The bank’s third-quarter profit fell about a third from a year earlier, to $2.1 billion, though that drop was expected. Trading revenue stayed steady, an encouraging sign given the slowdown in such activities across Wall Street in face of a potential recession. “We’re confident that the work we’re doing now provides us a much stronger platform for 2024,” the bank’s chief executive, David M. Solomon, said in a statement.
It has been a year to forget for Goldman and Mr. Solomon. The bank continues to write off losses from its money losing effort to build a Main Street-focused operation, an initiative that began under Goldman’s prior chief executive, Lloyd C. Blankfein, and accelerated under Mr. Solomon.

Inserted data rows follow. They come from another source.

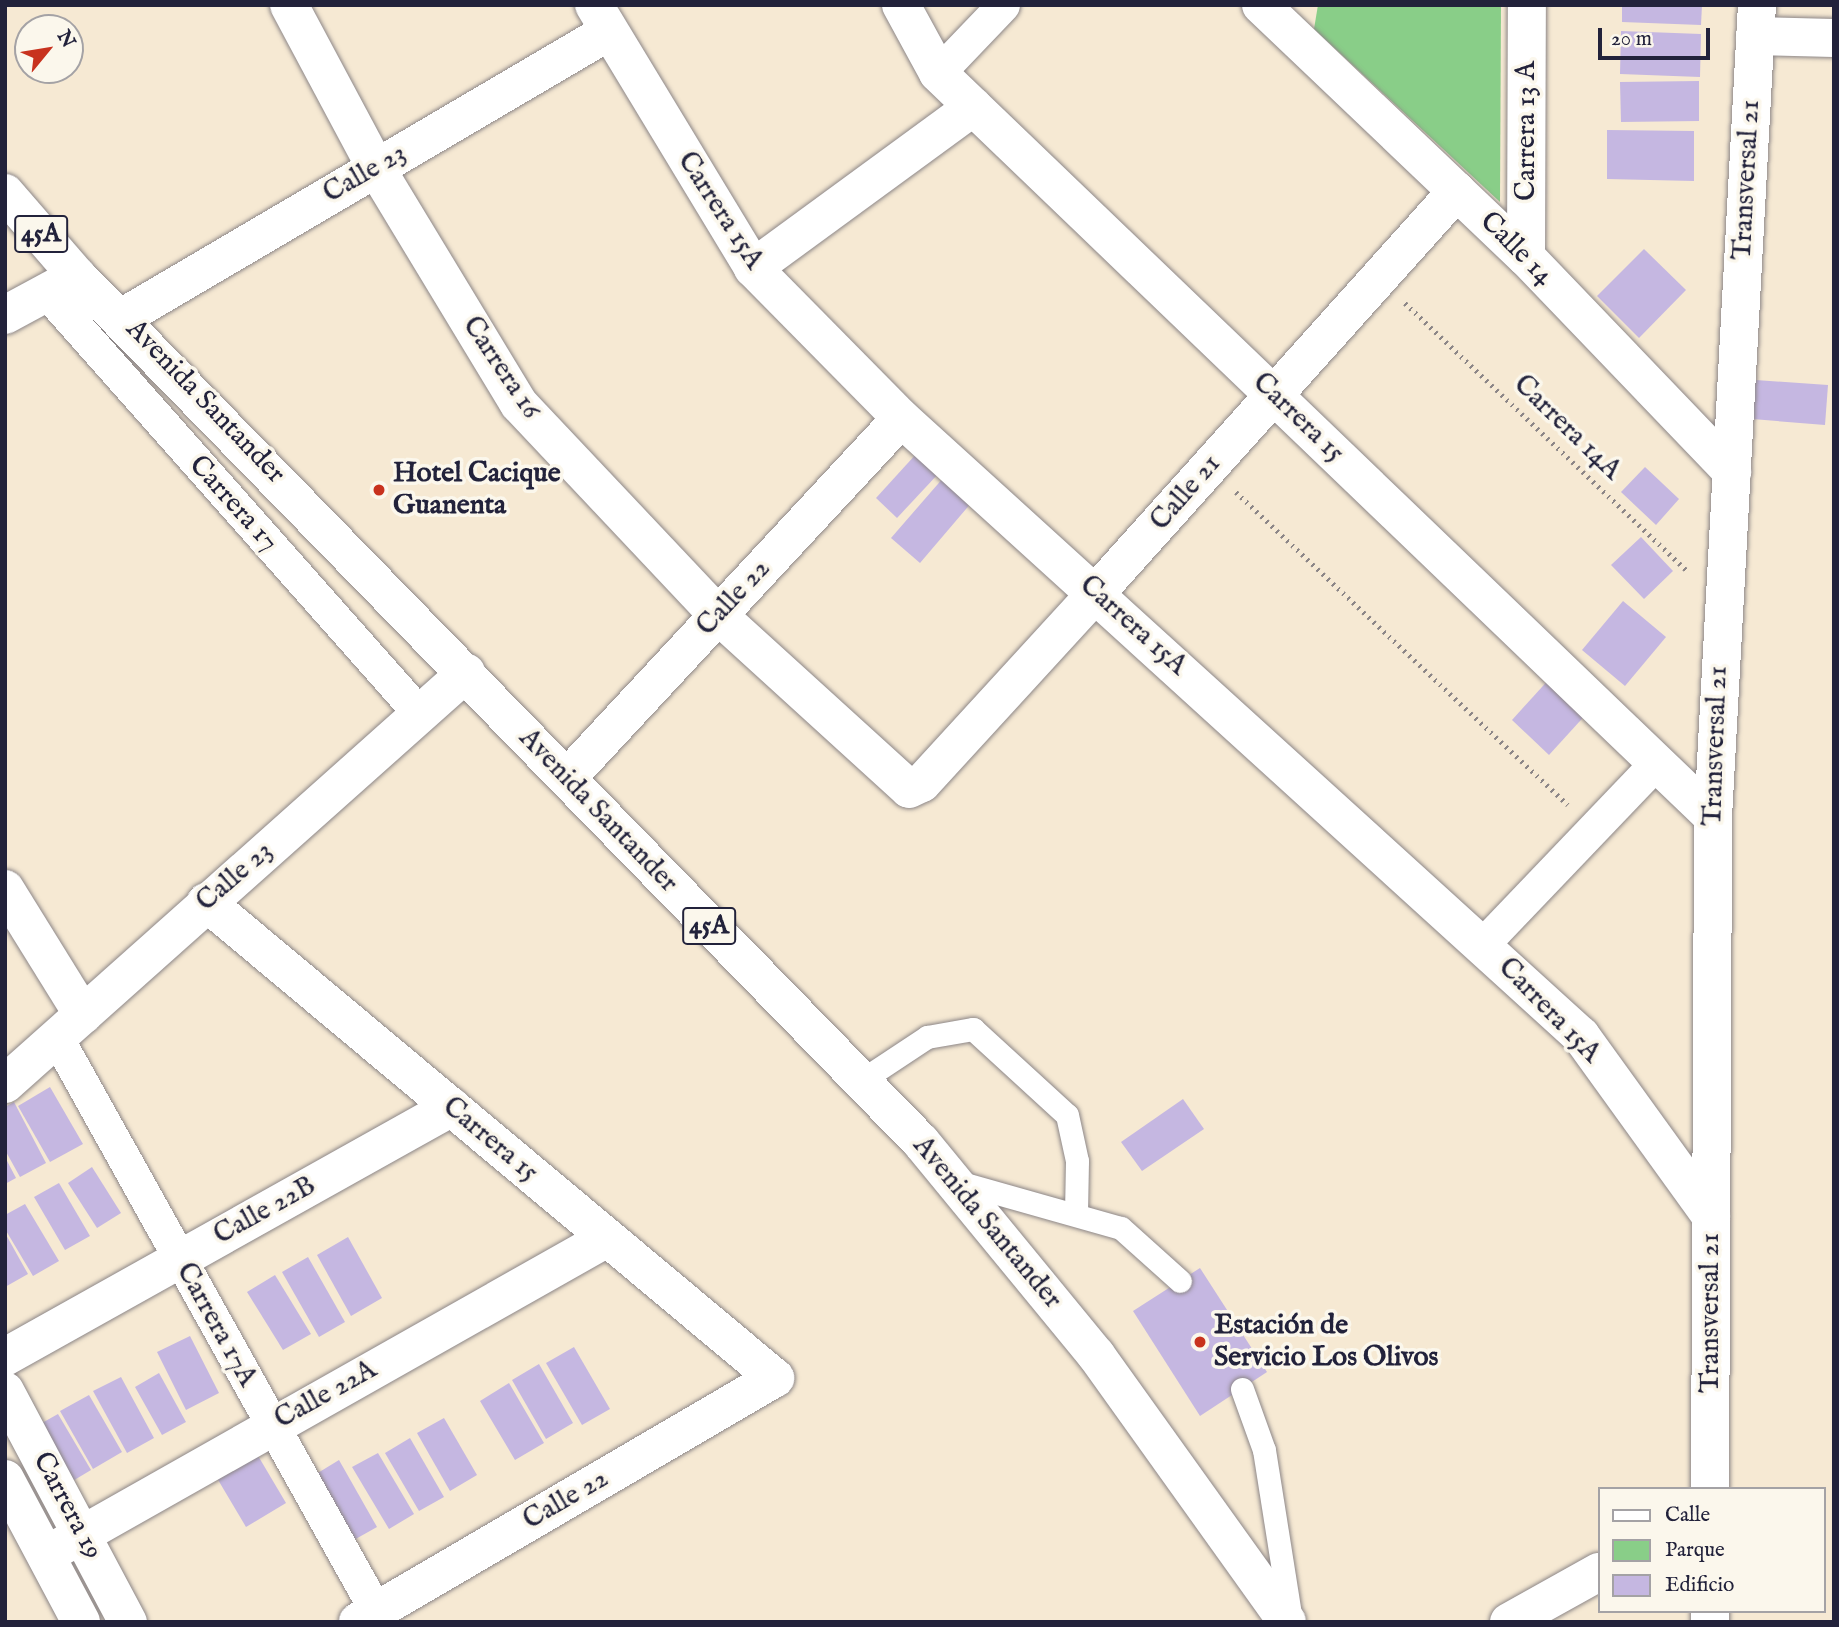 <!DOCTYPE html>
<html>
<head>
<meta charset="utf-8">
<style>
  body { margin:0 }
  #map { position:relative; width:1839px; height:1627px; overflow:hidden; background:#f6e9d3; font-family:"IM FELL English",serif }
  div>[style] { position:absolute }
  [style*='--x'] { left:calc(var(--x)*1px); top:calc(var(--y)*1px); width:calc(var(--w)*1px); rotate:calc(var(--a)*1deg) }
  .green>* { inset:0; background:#89ce88 }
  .building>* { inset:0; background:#c5b7e1 }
  .path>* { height:4.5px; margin-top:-2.25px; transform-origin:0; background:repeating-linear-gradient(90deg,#8c8687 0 2px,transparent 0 7px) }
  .roads { filter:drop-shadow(0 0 2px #8c8687) drop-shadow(0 0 2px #8c8687) }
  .service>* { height:23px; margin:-11.5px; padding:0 11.5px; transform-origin:11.5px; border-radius:11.5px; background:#fff }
  .pedestrian>* { height:33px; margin:-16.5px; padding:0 16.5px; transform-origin:16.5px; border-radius:16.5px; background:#fff }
  .minor>* { height:38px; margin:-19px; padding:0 19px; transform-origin:19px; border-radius:19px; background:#fff }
  .tertiary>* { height:38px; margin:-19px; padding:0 19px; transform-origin:19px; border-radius:19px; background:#fff }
  .trunk>* { height:38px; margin:-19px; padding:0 19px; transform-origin:19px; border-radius:19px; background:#fff }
  .dots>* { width:19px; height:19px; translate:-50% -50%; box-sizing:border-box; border:4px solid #fbf7ec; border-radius:50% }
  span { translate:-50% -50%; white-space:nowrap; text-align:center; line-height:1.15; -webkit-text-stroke:7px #fbf7ec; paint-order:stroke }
  .shield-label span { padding:2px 5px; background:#fbf7ec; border:2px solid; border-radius:5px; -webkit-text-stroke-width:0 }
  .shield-label { font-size:26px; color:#22223b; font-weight:700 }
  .street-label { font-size:28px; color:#22223b }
  .poi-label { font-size:28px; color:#22223b; font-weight:700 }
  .left { translate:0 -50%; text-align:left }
  .frame { position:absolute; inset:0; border:7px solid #22223b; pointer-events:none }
  .legend { position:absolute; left:1598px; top:1487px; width:228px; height:126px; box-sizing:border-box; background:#fbf7ec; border:2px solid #a4a2a5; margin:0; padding:9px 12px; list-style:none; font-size:21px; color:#22223b }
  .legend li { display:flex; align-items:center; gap:14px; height:35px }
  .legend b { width:35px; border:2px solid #a4a2a5 }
  .north { position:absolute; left:14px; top:14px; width:70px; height:70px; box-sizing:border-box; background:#fbf7ec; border:2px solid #a4a2a5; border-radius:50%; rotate:60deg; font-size:19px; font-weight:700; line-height:28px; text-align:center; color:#22223b }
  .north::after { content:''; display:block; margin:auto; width:24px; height:32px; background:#c8321e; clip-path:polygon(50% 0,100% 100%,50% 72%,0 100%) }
  .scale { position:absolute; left:1598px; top:28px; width:112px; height:32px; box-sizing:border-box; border:4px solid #22223b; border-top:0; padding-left:9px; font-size:21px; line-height:24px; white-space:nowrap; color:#22223b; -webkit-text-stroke:5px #fbf7ec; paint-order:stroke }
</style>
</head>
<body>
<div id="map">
  <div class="green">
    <i style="clip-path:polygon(1318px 5px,1501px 5px,1500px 202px,1314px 29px)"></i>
  </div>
  <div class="building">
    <i style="clip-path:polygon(1622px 5px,1702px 5px,1701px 25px,1622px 22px)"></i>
    <i style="clip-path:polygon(1621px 31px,1701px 34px,1700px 77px,1620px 74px)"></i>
    <i style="clip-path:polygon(1699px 81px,1699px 121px,1621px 122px,1620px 82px)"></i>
    <i style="clip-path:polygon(1607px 130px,1694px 131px,1694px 181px,1607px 179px)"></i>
    <i style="clip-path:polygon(1644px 249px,1686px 290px,1639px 338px,1597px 296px)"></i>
    <i style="clip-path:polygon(1742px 379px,1828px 385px,1825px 425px,1740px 418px)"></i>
    <i style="clip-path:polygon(917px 453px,939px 473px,897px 518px,876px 498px)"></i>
    <i style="clip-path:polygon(1645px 467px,1679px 499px,1656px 525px,1621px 492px)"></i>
    <i style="clip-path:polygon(944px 477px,972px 502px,920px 563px,891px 538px)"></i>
    <i style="clip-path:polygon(1641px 537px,1673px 571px,1644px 599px,1611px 565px)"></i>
    <i style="clip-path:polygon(1623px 601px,1666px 637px,1625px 686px,1582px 650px)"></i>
    <i style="clip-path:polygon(1552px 676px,1590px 710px,1549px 755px,1512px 720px)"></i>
    <i style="clip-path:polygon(50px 1087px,83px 1144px,50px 1162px,18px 1106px)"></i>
    <i style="clip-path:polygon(1183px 1099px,1204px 1129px,1142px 1171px,1121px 1142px)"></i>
    <i style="clip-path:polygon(14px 1102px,46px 1163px,20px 1177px,5px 1150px,5px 1107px)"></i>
    <i style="clip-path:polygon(5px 1157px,16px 1178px,5px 1184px)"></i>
    <i style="clip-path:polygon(92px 1167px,121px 1213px,97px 1228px,68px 1183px)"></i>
    <i style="clip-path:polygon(59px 1183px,90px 1236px,65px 1250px,34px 1197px)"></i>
    <i style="clip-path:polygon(25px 1204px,59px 1261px,33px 1276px,5px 1229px,5px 1215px)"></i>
    <i style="clip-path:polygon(5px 1233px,28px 1274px,5px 1287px)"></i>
    <i style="clip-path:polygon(348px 1237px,382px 1298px,351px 1316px,317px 1255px)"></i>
    <i style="clip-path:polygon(308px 1257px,345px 1322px,319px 1337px,282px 1272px)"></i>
    <i style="clip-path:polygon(1200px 1268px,1267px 1372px,1200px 1416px,1133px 1311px)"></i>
    <i style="clip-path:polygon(275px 1275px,311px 1334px,283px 1350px,247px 1292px)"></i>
    <i style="clip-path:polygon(190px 1336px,219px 1393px,186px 1410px,157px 1352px)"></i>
    <i style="clip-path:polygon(574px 1347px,610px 1409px,582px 1425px,546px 1363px)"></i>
    <i style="clip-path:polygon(539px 1364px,573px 1423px,546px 1439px,512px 1380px)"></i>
    <i style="clip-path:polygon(159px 1373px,186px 1422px,162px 1435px,135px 1387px)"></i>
    <i style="clip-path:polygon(121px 1377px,154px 1438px,127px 1453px,93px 1391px)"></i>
    <i style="clip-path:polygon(509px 1383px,544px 1443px,515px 1460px,480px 1401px)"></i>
    <i style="clip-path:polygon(89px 1395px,122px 1452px,93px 1469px,60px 1411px)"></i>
    <i style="clip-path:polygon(58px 1414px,91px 1470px,66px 1485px,33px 1428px)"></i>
    <i style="clip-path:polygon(444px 1418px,477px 1475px,450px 1491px,417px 1433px)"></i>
    <i style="clip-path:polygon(410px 1438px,444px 1497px,419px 1511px,385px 1453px)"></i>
    <i style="clip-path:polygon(251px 1444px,286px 1503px,246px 1527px,211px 1468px)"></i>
    <i style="clip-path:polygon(378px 1453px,414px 1514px,389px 1529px,352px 1467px)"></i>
    <i style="clip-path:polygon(339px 1460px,377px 1527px,345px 1545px,308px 1479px)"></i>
  </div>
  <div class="path">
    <i style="--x:1405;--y:303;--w:390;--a:43.5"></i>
    <i style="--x:1236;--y:492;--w:456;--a:43.3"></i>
  </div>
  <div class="roads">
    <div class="service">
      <i style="--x:859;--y:1082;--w:82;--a:-33.5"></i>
      <i style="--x:927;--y:1037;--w:47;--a:-9.9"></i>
      <i style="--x:973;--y:1029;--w:127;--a:42.5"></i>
      <i style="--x:1067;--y:1115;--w:47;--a:77.7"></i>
      <i style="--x:1077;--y:1161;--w:51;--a:91.1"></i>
      <i style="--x:958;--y:1182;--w:169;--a:15.8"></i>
      <i style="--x:1121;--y:1228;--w:79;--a:41.9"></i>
      <i style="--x:1242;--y:1389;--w:65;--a:70.2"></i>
      <i style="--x:1264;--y:1450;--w:167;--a:81"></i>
    </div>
    <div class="pedestrian">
      <i style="--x:938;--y:73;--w:94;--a:-46.3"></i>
      <i style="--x:47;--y:293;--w:562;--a:48.46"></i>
      <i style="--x:1482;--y:945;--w:253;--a:-46.3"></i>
      <i style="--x:57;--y:1038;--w:656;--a:60.89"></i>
    </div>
    <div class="minor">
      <i style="--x:289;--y:5;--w:185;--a:61.9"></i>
      <i style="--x:376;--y:168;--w:276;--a:58.8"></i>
      <i style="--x:519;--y:404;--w:290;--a:46.7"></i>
      <i style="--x:718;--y:615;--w:258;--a:42.3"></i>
      <i style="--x:909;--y:789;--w:14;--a:-25"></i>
      <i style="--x:922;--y:783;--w:258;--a:-47.5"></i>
      <i style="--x:1096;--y:593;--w:540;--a:-48.08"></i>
      <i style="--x:594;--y:5;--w:307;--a:58.8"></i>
      <i style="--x:753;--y:268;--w:211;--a:45.4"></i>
      <i style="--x:901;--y:418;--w:919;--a:42.27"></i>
      <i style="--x:1581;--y:1036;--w:222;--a:54.2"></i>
      <i style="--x:901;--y:5;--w:77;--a:61.4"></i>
      <i style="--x:938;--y:73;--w:1074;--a:43.83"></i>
      <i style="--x:1261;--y:5;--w:366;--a:43.6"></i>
      <i style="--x:1526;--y:257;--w:298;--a:46.2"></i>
      <i style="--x:1755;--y:36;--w:79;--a:1.5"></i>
      <i style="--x:1526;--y:257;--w:252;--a:-89.8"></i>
      <i style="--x:753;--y:268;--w:273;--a:-36.2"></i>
      <i style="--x:5;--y:315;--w:82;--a:-28.4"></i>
      <i style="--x:123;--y:317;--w:563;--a:-30.44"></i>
      <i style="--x:567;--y:778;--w:491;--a:-47.1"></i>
      <i style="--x:5;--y:889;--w:148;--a:58.2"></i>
      <i style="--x:206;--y:902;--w:742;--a:39.91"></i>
      <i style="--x:775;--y:1378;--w:483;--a:149.7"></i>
      <i style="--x:5;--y:1084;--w:618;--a:-41.72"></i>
      <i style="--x:5;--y:1357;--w:512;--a:-29.22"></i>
      <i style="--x:1710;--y:1489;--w:672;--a:-89.74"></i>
      <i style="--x:1713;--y:817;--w:813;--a:-86.9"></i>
      <i style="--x:46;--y:1555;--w:644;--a:-29.47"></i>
      <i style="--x:1509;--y:1622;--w:103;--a:-29.1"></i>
      <i style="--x:1710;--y:1622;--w:11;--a:-90"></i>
    </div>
    <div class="tertiary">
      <i style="--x:5;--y:1391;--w:262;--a:62"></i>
      <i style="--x:5;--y:1479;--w:162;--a:62"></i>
    </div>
    <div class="trunk">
      <i style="--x:5;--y:193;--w:110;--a:49.1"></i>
      <i style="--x:77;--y:276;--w:1209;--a:45.74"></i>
      <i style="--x:921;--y:1142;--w:276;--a:50.6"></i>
      <i style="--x:1096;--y:1355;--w:328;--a:54.4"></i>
    </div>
  </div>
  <div class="dots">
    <i style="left:379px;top:490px;background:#c8321e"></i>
    <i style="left:1200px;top:1342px;background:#c8321e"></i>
  </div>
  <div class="shield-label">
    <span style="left:41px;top:234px">45A</span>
    <span style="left:709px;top:926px">45A</span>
  </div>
  <div class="street-label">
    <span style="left:1527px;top:131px;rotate:-90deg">Carrera 13 A</span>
    <span style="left:365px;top:174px;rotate:-30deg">Calle 23</span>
    <span style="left:1747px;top:180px;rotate:-87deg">Transversal 21</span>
    <span style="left:720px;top:211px;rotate:57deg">Carrera 15A</span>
    <span style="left:1516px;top:249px;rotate:45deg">Calle 14</span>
    <span style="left:501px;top:368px;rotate:56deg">Carrera 16</span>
    <span style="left:205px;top:402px;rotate:46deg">Avenida Santander</span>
    <span style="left:1298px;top:418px;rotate:44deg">Carrera 15</span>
    <span style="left:1567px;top:428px;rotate:44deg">Carrera 14A</span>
    <span style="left:1186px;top:493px;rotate:-49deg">Calle 21</span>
    <span style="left:233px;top:504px;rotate:48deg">Carrera 17</span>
    <span style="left:734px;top:598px;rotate:-47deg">Calle 22</span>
    <span style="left:1133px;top:626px;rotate:42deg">Carrera 15A</span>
    <span style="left:1716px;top:746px;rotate:-88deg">Transversal 21</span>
    <span style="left:598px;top:811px;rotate:46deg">Avenida Santander</span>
    <span style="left:235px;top:877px;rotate:-41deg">Calle 23</span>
    <span style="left:1549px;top:1011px;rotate:46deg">Carrera 15A</span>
    <span style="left:490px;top:1140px;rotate:40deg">Carrera 15</span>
    <span style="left:265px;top:1211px;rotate:-29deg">Calle 22B</span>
    <span style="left:987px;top:1223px;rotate:50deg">Avenida Santander</span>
    <span style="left:1711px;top:1313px;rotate:-90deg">Transversal 21</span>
    <span style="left:216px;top:1325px;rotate:61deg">Carrera 17A</span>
    <span style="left:326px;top:1395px;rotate:-29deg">Calle 22A</span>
    <span style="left:566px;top:1500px;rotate:-30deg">Calle 22</span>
    <span style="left:67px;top:1506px;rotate:62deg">Carrera 19</span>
  </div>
  <div class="poi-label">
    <span class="left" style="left:393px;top:490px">Hotel Cacique<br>Guanenta</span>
    <span class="left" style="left:1214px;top:1342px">Estación de<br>Servicio Los Olivos</span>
  </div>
  <div class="frame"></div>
  <ul class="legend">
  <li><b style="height:9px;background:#fff"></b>Calle</li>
  <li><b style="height:19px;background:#89ce88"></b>Parque</li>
  <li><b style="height:19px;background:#c5b7e1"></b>Edificio</li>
  </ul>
  <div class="north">N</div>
  <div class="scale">20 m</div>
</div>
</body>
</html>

Mr. Solomon has contended with what amounts to a staff revolt, by the buttoned-up standards of a Wall Street bank, as scores of prominent partners have departed and others have complained about his unyielding management style.
Last week, Goldman made good on its promise to offload at a steep loss a “buy now, pay later” firm, GreenSky, that it had bought less than two years ago.
Other banks that have reported third-quarter earnings have shown off a smooth ride. On Tuesday, Bank of America reported a 10 percent rise in profit. Last week, JPMorgan Chase reported a quarterly profit jump of 35 percent, while Wells Fargo and Citigroup beat analyst expectations.
Goldman’s stock was flat in premarket trading after the release of the quarterly results. Shares are down 9 percent this year and off roughly 25 percent from the record high set in 2021.